Study material →
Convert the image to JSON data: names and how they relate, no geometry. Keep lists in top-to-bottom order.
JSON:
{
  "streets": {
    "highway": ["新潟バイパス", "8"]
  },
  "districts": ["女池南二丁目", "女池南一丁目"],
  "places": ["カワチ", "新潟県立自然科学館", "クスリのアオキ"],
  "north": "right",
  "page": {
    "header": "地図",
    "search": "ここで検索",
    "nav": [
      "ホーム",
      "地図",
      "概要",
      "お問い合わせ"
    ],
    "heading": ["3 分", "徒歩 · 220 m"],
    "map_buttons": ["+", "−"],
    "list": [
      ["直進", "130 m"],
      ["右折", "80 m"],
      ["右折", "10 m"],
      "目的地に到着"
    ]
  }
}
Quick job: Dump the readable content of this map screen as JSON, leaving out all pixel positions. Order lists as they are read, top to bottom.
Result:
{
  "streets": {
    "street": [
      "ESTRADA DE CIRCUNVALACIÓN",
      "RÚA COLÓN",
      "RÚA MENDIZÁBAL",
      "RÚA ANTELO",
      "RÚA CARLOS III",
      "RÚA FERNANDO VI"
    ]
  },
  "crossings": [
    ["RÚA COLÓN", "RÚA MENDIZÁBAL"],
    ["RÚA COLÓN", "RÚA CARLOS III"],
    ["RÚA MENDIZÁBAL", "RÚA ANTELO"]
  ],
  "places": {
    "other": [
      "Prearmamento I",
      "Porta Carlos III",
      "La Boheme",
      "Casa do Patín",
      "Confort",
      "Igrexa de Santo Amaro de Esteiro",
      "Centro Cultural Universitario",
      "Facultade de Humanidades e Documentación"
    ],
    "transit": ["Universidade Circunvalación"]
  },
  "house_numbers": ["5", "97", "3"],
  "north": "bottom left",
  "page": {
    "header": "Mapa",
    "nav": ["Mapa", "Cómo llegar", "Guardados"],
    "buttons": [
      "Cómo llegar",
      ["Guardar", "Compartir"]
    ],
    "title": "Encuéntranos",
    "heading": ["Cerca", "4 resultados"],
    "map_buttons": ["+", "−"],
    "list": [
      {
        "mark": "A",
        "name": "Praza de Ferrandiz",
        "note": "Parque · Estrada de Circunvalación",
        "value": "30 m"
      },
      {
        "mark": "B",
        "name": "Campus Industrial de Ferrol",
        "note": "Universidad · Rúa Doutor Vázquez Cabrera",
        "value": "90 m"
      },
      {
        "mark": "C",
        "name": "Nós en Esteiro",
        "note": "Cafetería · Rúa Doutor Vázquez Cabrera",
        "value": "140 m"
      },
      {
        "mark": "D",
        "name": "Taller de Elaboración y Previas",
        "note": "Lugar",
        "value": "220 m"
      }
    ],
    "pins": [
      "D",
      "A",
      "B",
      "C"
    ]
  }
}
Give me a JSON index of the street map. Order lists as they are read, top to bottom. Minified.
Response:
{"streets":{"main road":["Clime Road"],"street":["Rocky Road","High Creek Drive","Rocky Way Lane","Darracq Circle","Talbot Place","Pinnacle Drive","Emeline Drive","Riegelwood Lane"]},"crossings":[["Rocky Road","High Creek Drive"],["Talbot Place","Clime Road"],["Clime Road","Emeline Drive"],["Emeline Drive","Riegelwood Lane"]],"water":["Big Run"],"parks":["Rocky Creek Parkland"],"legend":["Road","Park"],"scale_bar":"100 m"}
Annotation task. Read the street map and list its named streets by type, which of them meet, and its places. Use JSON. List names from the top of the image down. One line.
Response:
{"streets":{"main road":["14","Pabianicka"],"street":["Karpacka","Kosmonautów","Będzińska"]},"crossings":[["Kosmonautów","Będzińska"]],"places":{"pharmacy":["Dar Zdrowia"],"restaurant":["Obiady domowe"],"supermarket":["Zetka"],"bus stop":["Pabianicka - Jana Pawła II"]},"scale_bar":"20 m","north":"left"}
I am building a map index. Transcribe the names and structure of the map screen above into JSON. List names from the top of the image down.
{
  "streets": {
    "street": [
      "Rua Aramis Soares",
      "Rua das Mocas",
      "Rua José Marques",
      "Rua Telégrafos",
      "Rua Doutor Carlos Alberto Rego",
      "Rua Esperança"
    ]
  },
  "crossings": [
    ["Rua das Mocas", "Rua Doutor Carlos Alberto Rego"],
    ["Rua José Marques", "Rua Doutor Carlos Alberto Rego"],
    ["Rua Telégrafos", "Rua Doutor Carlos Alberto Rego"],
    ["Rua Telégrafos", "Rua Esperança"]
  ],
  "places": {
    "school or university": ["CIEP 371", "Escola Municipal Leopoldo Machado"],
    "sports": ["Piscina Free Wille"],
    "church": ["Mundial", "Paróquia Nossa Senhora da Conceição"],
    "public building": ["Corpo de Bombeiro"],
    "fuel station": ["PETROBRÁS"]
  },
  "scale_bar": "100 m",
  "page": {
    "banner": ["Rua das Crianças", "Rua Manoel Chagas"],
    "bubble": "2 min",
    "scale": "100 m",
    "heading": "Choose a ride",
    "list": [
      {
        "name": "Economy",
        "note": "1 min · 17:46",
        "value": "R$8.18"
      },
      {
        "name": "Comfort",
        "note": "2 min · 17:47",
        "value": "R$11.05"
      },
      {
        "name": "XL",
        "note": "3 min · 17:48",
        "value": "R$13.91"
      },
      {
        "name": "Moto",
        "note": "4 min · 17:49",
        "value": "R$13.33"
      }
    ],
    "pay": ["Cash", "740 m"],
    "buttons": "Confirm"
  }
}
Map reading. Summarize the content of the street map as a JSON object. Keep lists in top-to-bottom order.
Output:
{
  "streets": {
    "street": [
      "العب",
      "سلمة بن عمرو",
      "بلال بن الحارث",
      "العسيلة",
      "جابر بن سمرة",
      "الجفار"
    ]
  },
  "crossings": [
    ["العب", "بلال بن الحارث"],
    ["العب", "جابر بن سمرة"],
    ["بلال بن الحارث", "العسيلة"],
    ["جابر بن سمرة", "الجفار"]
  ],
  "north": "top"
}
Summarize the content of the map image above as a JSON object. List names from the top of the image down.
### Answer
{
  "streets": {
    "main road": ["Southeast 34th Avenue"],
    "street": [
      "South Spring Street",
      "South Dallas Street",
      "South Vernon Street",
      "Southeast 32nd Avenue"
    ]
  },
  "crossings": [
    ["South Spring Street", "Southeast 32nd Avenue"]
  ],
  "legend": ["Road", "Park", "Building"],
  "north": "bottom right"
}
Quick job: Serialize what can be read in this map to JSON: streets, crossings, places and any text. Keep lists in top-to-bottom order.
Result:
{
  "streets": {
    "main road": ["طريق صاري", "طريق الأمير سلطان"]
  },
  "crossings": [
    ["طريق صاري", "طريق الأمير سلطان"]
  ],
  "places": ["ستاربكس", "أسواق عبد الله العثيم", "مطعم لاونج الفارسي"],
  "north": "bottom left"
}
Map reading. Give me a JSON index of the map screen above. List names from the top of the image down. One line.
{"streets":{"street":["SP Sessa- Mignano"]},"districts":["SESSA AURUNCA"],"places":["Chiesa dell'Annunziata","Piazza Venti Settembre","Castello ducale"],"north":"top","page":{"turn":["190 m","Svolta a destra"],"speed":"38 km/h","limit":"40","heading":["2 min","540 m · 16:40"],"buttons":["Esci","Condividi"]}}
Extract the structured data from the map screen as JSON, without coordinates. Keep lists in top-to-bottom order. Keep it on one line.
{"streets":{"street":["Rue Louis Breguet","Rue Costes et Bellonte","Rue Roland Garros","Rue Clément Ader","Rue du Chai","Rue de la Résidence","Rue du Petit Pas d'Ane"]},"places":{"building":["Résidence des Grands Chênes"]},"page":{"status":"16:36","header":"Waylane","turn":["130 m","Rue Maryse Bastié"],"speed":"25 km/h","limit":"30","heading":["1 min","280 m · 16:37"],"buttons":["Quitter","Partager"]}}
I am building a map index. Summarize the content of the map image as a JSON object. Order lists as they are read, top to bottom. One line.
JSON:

What is required →
Where a line in the records above contains the word "this", copy that line.

Answer section →
Quick job: Dump the readable content of this map screen as JSON, leaving out all pixel positions. Order lists as they are read, top to bottom.
Quick job: Serialize what can be read in this map to JSON: streets, crossings, places and any text. Keep lists in top-to-bottom order.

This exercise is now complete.